> _WHAT THE EXERCISE ASKS_: Reproduce the entries exactly, beginning with the line containing "<button>−</button>" and ending with their last line, both included.

> _THE RECORDS_:
▼

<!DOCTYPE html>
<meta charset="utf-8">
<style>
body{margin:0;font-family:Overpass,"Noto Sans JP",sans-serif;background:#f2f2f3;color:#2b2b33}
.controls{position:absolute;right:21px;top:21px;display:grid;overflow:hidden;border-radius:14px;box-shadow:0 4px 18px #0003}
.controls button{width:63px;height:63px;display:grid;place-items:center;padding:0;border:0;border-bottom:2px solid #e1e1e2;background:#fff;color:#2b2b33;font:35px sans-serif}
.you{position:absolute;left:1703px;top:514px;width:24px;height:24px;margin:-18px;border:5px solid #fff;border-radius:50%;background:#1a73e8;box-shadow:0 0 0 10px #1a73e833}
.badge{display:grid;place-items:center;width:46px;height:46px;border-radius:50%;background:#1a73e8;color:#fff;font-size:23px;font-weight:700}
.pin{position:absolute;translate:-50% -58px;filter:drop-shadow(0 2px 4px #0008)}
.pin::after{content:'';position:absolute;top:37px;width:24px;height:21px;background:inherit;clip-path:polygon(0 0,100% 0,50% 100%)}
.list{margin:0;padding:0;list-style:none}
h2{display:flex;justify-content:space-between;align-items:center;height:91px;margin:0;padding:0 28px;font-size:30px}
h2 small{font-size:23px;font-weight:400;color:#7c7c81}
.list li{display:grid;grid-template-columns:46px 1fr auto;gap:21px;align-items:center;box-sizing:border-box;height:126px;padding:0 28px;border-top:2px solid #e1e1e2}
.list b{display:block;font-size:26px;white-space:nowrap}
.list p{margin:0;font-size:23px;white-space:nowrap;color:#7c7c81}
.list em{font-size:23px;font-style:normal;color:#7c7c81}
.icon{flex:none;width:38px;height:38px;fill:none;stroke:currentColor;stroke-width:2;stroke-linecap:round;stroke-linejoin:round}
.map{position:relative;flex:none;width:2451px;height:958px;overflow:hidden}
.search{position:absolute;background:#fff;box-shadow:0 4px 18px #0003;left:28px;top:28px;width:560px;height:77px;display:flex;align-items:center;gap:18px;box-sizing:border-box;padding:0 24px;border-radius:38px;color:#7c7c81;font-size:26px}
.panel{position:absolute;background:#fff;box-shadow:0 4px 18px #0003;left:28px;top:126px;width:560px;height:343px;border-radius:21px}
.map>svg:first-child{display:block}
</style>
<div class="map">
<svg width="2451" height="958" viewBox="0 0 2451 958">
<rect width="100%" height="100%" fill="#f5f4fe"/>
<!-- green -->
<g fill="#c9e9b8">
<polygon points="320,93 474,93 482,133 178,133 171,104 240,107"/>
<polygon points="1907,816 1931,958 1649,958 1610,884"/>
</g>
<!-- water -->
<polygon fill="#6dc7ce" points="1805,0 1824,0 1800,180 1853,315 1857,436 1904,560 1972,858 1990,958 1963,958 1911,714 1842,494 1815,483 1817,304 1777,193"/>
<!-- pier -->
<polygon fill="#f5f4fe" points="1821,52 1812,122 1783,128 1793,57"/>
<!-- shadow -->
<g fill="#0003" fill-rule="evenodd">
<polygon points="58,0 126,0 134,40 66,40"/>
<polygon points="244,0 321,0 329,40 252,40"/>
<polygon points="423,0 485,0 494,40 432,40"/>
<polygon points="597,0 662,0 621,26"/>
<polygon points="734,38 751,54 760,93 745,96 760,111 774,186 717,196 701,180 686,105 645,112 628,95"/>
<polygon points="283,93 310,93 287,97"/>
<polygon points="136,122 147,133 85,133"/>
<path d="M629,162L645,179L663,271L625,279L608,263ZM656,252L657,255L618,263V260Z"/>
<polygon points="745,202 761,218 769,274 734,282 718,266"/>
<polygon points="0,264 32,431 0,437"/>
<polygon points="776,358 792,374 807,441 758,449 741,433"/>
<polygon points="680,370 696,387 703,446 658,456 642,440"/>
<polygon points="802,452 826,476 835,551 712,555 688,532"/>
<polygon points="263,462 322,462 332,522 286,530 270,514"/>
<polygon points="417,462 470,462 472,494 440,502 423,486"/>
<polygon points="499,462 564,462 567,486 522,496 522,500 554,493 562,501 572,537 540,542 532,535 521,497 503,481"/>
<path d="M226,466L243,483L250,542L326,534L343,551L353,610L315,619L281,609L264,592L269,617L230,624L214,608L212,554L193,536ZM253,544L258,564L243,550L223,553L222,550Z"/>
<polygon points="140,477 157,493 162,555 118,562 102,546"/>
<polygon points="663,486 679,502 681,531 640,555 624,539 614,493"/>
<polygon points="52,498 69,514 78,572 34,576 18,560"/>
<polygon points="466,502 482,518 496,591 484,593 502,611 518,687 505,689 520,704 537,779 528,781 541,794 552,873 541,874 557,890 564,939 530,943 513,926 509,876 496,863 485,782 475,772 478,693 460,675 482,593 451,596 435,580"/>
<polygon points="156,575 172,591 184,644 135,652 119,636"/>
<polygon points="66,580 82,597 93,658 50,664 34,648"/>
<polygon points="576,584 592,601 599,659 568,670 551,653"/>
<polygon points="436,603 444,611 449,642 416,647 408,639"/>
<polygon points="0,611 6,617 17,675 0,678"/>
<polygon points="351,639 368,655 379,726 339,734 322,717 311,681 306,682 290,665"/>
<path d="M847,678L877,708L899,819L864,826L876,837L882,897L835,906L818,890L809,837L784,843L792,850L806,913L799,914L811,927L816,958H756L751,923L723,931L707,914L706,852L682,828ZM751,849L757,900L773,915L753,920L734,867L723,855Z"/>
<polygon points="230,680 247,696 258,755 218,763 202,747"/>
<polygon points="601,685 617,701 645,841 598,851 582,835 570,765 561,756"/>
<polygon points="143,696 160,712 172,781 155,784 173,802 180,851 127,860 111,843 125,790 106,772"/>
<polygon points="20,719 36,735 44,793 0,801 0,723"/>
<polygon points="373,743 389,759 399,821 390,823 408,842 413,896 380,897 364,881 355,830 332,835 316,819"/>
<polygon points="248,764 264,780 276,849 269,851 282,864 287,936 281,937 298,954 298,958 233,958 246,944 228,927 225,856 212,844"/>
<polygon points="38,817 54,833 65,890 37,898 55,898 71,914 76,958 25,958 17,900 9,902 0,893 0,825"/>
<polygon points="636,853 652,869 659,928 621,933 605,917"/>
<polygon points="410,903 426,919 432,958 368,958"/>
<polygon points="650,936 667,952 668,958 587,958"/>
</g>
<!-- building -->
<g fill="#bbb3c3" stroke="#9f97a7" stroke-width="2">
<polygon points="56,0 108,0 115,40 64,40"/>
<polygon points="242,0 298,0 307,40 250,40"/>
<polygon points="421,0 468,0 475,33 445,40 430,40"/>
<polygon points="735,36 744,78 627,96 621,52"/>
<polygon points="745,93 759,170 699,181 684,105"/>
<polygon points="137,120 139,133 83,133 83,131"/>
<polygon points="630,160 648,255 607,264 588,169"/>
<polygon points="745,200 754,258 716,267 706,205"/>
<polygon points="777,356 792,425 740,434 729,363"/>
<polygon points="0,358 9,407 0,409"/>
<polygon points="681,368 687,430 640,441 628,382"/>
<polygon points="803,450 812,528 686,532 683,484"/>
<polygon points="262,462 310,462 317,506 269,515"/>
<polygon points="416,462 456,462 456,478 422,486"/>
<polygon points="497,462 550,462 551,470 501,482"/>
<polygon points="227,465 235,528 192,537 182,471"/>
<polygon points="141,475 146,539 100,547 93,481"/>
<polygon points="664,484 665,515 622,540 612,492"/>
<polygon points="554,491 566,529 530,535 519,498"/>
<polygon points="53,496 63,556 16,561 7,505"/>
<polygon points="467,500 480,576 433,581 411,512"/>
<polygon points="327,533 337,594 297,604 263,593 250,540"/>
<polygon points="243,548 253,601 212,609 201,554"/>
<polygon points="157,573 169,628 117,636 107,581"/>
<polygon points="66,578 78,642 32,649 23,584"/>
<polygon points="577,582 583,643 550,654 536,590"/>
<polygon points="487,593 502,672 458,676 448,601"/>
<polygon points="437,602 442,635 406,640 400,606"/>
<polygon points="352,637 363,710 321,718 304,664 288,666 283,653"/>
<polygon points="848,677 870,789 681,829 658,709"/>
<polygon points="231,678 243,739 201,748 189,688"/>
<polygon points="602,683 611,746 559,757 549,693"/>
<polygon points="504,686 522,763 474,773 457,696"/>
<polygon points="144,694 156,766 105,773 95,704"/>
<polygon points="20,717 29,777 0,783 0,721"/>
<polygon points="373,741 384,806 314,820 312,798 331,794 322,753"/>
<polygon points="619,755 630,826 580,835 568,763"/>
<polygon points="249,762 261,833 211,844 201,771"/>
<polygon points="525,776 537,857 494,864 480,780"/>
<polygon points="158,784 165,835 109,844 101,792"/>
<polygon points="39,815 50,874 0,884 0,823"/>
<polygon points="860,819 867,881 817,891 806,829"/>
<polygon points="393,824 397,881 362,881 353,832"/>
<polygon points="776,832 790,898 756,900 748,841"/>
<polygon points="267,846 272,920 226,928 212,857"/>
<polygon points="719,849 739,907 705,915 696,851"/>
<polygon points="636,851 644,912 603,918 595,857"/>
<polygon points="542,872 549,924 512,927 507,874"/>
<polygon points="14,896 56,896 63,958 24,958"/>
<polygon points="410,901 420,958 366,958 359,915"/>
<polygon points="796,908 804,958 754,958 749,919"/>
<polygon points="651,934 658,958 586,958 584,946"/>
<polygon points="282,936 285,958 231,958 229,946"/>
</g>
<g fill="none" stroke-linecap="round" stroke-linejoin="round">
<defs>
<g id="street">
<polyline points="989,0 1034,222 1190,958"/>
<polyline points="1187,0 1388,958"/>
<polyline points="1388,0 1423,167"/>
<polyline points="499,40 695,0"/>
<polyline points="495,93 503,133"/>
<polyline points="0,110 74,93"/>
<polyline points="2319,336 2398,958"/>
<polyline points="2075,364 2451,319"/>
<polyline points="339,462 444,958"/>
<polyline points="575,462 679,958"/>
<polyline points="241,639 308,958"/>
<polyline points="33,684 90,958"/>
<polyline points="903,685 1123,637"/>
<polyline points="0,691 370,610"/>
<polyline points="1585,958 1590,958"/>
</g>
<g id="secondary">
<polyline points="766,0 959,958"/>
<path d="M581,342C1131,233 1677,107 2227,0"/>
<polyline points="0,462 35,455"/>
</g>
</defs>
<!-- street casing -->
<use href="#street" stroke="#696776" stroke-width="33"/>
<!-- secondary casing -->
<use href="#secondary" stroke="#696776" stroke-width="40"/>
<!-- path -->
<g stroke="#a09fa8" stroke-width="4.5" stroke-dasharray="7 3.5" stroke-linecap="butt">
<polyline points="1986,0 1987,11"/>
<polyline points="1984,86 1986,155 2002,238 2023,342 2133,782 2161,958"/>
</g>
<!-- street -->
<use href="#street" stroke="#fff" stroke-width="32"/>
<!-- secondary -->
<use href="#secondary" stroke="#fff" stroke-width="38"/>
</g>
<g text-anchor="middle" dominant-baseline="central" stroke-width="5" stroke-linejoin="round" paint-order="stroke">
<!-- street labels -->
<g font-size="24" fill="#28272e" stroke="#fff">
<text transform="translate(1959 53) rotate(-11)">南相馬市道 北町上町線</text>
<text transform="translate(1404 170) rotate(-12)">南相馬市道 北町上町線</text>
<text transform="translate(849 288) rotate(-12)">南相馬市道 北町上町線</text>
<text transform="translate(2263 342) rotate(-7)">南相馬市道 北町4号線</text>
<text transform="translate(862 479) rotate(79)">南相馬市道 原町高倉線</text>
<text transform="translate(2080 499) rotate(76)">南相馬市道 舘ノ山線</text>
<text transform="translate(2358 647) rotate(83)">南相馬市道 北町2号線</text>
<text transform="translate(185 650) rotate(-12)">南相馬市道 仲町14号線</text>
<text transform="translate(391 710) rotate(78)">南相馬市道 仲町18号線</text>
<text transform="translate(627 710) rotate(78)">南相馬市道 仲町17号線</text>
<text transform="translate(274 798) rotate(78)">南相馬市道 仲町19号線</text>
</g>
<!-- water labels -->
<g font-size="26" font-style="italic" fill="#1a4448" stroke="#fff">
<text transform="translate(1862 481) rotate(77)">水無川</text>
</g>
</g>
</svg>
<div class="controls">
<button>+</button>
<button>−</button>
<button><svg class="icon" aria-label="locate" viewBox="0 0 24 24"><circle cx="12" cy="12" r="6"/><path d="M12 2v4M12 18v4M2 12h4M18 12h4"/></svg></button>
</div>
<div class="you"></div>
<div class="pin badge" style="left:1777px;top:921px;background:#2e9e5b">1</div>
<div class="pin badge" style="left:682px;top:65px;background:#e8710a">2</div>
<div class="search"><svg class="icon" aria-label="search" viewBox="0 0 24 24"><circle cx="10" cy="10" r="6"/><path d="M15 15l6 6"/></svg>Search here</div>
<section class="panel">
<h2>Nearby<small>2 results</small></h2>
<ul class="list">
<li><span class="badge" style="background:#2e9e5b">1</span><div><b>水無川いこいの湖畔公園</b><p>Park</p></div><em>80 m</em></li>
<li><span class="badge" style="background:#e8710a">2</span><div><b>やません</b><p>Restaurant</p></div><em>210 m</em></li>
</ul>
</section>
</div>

▲

> _SOLVED EXERCISE_:
<button>−</button>
<button><svg class="icon" aria-label="locate" viewBox="0 0 24 24"><circle cx="12" cy="12" r="6"/><path d="M12 2v4M12 18v4M2 12h4M18 12h4"/></svg></button>
</div>
<div class="you"></div>
<div class="pin badge" style="left:1777px;top:921px;background:#2e9e5b">1</div>
<div class="pin badge" style="left:682px;top:65px;background:#e8710a">2</div>
<div class="search"><svg class="icon" aria-label="search" viewBox="0 0 24 24"><circle cx="10" cy="10" r="6"/><path d="M15 15l6 6"/></svg>Search here</div>
<section class="panel">
<h2>Nearby<small>2 results</small></h2>
<ul class="list">
<li><span class="badge" style="background:#2e9e5b">1</span><div><b>水無川いこいの湖畔公園</b><p>Park</p></div><em>80 m</em></li>
<li><span class="badge" style="background:#e8710a">2</span><div><b>やません</b><p>Restaurant</p></div><em>210 m</em></li>
</ul>
</section>
</div>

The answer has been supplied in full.